## Task to carry out
From the records that follow, copy every line that contains the word "tools".

+++ Input data +++

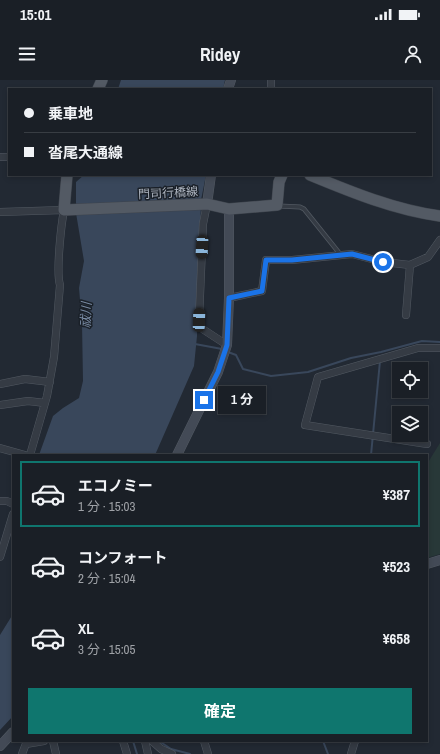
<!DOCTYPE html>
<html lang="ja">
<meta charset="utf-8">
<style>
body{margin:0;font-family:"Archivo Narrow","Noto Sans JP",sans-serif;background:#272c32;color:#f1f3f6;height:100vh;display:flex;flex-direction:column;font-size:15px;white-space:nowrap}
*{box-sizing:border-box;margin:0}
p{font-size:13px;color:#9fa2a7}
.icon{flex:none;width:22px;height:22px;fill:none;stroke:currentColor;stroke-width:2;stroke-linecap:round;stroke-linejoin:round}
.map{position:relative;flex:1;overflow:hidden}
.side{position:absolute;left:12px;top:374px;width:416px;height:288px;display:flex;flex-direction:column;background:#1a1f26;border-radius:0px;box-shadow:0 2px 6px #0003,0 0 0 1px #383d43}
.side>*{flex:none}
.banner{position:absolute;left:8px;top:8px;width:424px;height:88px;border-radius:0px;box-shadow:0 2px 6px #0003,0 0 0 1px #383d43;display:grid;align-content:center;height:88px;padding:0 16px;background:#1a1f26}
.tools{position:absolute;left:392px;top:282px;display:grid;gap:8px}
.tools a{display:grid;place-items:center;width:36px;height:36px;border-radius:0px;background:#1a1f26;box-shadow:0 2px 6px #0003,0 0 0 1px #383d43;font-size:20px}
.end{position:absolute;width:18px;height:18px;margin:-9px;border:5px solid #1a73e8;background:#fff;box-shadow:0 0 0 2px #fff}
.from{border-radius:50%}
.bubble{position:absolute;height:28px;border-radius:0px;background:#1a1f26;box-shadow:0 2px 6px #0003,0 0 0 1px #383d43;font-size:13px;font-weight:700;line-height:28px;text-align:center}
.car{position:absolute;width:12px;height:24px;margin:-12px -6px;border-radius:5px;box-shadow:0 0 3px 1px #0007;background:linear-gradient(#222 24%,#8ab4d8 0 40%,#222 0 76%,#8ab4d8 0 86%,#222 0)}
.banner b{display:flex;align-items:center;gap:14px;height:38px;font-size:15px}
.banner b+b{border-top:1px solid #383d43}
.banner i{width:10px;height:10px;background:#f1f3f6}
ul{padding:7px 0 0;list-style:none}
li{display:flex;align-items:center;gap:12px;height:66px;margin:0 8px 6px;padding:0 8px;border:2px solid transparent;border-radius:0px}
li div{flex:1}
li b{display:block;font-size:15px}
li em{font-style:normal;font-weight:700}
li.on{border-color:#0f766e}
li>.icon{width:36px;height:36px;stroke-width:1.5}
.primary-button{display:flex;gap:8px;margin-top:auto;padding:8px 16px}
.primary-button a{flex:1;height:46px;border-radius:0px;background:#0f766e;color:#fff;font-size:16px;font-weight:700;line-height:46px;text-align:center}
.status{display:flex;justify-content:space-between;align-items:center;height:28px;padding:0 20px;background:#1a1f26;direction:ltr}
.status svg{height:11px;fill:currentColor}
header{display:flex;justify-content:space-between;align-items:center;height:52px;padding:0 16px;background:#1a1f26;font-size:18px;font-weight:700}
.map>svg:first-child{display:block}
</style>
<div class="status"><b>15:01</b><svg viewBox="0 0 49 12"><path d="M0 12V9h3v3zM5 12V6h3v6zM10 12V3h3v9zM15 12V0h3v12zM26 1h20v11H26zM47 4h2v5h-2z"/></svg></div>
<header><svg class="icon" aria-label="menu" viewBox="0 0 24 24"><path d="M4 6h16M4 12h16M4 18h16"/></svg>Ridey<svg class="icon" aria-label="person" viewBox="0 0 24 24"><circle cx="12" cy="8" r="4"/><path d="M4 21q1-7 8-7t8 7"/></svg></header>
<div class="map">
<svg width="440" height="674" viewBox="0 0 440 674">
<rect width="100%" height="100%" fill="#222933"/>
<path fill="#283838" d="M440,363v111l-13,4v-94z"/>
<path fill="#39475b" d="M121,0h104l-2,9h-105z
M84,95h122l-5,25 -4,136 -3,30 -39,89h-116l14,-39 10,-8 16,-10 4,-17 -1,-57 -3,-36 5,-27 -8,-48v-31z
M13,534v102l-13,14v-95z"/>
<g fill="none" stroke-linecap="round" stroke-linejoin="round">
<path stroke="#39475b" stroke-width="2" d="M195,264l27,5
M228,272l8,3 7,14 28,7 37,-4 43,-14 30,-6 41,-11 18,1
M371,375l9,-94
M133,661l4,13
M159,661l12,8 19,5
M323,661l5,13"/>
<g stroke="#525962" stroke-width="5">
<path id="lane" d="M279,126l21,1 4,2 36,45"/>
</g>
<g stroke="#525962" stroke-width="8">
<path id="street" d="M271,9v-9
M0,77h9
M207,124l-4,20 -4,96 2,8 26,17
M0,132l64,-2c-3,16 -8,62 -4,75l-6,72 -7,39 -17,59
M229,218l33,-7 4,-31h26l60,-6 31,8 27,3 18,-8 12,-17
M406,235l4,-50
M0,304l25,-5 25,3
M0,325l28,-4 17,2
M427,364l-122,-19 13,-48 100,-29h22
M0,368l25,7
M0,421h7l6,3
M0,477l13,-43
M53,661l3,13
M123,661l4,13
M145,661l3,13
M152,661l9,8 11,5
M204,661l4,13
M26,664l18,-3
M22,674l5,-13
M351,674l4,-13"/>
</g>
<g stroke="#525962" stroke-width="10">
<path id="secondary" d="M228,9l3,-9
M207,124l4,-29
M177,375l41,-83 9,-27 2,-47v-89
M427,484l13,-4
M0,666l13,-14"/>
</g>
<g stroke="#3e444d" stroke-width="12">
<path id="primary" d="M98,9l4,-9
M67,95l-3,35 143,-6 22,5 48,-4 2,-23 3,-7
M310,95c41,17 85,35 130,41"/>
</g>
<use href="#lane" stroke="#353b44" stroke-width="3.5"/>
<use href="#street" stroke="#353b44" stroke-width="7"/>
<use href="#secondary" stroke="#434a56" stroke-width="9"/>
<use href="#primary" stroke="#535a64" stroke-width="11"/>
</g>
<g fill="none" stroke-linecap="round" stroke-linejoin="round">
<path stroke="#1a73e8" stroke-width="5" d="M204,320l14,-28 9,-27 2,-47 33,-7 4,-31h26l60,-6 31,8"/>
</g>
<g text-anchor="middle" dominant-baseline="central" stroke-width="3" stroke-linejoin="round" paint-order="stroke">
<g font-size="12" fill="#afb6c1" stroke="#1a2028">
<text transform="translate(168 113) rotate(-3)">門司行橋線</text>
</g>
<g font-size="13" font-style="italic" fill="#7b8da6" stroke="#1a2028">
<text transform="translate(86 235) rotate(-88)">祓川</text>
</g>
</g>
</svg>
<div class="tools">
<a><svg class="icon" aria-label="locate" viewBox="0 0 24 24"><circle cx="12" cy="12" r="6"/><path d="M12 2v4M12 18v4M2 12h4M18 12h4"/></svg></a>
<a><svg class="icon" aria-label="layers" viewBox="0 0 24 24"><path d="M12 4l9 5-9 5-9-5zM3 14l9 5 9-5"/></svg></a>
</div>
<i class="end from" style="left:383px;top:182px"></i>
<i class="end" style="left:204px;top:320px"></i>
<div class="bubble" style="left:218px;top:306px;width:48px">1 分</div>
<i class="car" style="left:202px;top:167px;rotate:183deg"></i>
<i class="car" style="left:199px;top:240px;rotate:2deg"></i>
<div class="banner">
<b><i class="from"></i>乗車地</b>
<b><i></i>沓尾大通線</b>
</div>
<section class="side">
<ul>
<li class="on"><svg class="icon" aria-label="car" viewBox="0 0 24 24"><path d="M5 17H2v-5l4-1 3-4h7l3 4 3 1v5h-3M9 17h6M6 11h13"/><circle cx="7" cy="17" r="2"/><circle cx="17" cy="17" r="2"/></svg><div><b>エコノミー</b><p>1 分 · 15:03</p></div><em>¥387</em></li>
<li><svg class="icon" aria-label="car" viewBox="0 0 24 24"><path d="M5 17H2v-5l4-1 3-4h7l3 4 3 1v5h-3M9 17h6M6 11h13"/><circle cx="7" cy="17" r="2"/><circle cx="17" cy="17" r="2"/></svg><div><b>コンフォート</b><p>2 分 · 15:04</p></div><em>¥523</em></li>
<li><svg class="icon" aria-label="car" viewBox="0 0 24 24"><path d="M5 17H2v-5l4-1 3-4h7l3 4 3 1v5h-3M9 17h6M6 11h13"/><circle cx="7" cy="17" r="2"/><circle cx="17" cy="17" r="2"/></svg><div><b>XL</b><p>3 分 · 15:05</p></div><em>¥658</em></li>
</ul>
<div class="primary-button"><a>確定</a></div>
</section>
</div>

+++

## Completed task
.tools{position:absolute;left:392px;top:282px;display:grid;gap:8px}
.tools a{display:grid;place-items:center;width:36px;height:36px;border-radius:0px;background:#1a1f26;box-shadow:0 2px 6px #0003,0 0 0 1px #383d43;font-size:20px}
<div class="tools">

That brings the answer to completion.